Several years ago I had needed to seek the advice of UK doctors and physiotherapists to try to treat a long-standing knee complaint. My experience with these two different consultation approaches and their implications has stayed with me long afterwards. And in what I learnt from that journey I believe there are some lessons for the way we create innovation partnerships. Of course, doctors and physios do very different jobs, work under different pressures and treat very different conditions. And while I can only comment on my perception of the experience as a patient, rather than the medical value or outcomes, I hope my story is of some value to you.
Identifying the symptoms, not the source
I saw several GPs and a specialist. In the UK, GP doctors have a limited consultation time to see you – currently something like 10 minutes. They appear to have a standard approach to questioning defined by pathways and standards (take the history, form hypothesis 1, try test 1 etc, etc). These are designed to funnel you, via an assessment of your symptoms to a handful of potential diagnoses of your condition.
The approach is designed to rule out potential conditions via diagnostic tests (blood samples, scans etc) and to arrive at a proposal for your next step – a prescription for medication, a treatment plan or a referral to a specialist for you to repeat the process.
In this designed experience, the doctor is the expert with which we humbly consult to fix our problem.

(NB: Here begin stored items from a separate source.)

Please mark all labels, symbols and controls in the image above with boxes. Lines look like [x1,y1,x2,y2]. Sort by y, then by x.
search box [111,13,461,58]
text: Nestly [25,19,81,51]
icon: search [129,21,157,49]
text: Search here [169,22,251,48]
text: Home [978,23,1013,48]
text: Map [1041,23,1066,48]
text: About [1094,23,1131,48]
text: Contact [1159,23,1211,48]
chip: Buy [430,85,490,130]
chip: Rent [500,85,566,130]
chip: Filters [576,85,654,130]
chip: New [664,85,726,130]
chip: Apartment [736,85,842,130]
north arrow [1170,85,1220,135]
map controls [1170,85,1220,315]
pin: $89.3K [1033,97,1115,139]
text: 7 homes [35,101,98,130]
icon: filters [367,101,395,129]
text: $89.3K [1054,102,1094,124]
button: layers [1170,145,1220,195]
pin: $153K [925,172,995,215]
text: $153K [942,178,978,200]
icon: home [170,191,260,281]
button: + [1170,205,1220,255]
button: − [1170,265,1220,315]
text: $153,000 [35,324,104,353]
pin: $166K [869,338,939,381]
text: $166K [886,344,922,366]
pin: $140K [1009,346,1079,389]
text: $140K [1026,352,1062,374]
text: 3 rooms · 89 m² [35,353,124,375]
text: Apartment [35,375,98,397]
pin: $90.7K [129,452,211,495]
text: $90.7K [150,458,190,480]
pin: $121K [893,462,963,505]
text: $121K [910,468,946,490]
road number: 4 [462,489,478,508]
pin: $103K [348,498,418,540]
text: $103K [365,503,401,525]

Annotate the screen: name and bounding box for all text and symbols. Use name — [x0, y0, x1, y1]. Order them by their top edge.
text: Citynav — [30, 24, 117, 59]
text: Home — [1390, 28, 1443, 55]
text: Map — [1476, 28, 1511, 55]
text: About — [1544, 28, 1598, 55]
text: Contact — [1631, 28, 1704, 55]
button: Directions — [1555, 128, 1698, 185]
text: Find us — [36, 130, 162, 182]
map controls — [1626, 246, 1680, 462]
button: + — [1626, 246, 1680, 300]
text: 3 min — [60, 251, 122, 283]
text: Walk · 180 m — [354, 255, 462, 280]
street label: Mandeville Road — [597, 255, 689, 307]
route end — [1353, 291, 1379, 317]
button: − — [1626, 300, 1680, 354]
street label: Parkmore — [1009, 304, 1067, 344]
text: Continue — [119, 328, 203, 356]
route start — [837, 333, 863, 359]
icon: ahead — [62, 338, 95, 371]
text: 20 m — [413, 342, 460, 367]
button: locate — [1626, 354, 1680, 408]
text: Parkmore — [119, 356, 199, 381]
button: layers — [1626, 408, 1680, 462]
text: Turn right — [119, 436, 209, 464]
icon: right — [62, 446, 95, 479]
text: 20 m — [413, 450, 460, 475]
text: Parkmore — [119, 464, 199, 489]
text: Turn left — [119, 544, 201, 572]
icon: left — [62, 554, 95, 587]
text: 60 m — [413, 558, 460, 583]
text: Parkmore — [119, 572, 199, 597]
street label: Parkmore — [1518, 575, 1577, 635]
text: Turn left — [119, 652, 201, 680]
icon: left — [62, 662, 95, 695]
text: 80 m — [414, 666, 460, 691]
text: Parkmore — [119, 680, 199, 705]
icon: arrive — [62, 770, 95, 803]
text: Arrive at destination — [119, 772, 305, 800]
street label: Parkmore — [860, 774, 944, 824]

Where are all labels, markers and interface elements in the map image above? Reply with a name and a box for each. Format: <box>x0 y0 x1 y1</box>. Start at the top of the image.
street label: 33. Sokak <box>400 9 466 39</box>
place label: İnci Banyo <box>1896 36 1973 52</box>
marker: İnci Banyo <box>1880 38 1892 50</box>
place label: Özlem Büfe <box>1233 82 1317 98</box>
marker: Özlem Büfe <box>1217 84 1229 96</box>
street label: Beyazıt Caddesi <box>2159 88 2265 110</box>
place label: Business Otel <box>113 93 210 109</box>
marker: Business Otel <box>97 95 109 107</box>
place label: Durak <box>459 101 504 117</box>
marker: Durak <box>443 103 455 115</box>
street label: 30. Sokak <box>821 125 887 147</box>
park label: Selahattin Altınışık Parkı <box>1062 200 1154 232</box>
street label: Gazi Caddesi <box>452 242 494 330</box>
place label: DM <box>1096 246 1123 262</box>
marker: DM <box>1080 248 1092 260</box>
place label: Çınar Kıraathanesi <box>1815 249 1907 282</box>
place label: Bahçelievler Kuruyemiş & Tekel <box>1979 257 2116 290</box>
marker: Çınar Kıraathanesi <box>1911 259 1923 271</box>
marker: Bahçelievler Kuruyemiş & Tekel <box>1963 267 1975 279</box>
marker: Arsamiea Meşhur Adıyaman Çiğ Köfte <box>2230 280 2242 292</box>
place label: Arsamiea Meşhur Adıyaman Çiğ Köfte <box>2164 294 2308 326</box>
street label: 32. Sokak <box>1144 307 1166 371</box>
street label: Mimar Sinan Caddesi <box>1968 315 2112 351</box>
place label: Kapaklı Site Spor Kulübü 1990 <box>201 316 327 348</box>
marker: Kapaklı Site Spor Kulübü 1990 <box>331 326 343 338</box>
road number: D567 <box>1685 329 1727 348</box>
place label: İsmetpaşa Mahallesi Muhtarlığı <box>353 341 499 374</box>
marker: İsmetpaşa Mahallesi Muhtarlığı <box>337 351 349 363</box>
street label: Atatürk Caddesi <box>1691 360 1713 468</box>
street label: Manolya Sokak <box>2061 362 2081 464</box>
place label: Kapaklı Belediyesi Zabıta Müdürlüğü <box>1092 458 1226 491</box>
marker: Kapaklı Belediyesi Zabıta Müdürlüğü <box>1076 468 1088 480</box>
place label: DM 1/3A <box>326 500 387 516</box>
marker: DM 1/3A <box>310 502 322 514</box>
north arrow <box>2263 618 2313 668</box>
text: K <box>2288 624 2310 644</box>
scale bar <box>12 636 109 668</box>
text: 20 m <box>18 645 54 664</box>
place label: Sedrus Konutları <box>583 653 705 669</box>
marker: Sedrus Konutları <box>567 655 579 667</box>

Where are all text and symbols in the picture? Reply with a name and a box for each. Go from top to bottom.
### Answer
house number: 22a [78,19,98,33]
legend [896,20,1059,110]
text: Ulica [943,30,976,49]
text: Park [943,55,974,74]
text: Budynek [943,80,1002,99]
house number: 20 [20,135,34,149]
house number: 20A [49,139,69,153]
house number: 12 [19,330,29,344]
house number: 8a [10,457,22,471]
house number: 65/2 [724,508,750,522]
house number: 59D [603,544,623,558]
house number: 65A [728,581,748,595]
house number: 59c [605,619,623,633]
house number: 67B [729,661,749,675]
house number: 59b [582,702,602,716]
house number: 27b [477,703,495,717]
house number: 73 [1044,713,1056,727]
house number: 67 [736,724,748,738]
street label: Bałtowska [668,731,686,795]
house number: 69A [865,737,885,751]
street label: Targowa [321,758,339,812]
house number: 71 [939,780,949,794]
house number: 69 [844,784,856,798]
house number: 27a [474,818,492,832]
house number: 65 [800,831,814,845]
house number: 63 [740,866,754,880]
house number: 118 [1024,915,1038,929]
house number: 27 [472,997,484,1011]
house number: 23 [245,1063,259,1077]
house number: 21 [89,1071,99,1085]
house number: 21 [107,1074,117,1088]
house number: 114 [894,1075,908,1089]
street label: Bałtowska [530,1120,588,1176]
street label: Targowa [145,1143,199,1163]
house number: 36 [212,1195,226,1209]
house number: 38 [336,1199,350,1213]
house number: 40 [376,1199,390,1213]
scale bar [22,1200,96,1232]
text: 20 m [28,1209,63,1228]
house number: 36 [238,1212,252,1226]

And, as we’ve seen in popular hospital dramas like House, this process can be complicated many times over when the doctor is presented with a combination of conditions or incomplete history.
In House’s words, when presenting complex and subjective conditions, unintentionally “everyone lies”.
During this same journey, I also worked with (rather than consulted) several physios. Despite the same complaints about the problem, it was a very different journey. The physio’s first appointment was deliberately longer than future sessions, allowing us to take the time to get to know each other, for them to get to know my body and my complaint and for us to try some activities together and see how they helped.
I left each session with a clear plan of action I needed to take (stretches, exercises) and occasionally a new tool of torture – a physiotherapy band, a roller etc. And then we’d meet regularly and work together on the injury, more activities and exercises – checking in and updating the plan based on the progress we were making. I noticed that, from my sessions with physios, they are rarely focused on the complaint itself.
At first, I thought they had misunderstood my issue, but I quickly learnt that by treating the whole-body we were building a foundation to not just ‘fix a problem’, but to make me stronger and more robust. Not just a single magic pill fix per se, but an entirely better me (however, I do still need to work on that core).
When I reflect on my experience of innovation, strategy and design consulting, it feels like the conventional approach I’ve witnessed is a visit to the doctors. Consultations based on a specific complaint. Proposals for a fixed course of treatment or further diagnosis. The consultant who sees themselves as the expert, the client as the patient. This conventional way of working seems inappropriate for the realities of strategic innovation today.
Shouldn’t potential partners invest the time to get to know each other first, not just a specific brief?
Shouldn’t we understand the wider business and strategic system, before treating a specific complaint?
Shouldn’t partners collaborate when tackling strategic issues?
I believe that only through close collaboration can we see what is working well, what isn’t and find the approaches that make the most difference. Only through this approach can we really make a ‘better you’, rather than fixing the symptoms on the surface.
So next time you are creating an innovation partnership, try a physio’s approach! How do you approach your pain points? Does your approach to innovation only address the immediate surface symptoms or the long-term company immune system to changing market trends and challenges? Either way, I’d love to hear your experiences!.
PS: While my personal experience was based on the UK health system (both NHS and privately), I can’t say how transferable these experiences are for US or European readers.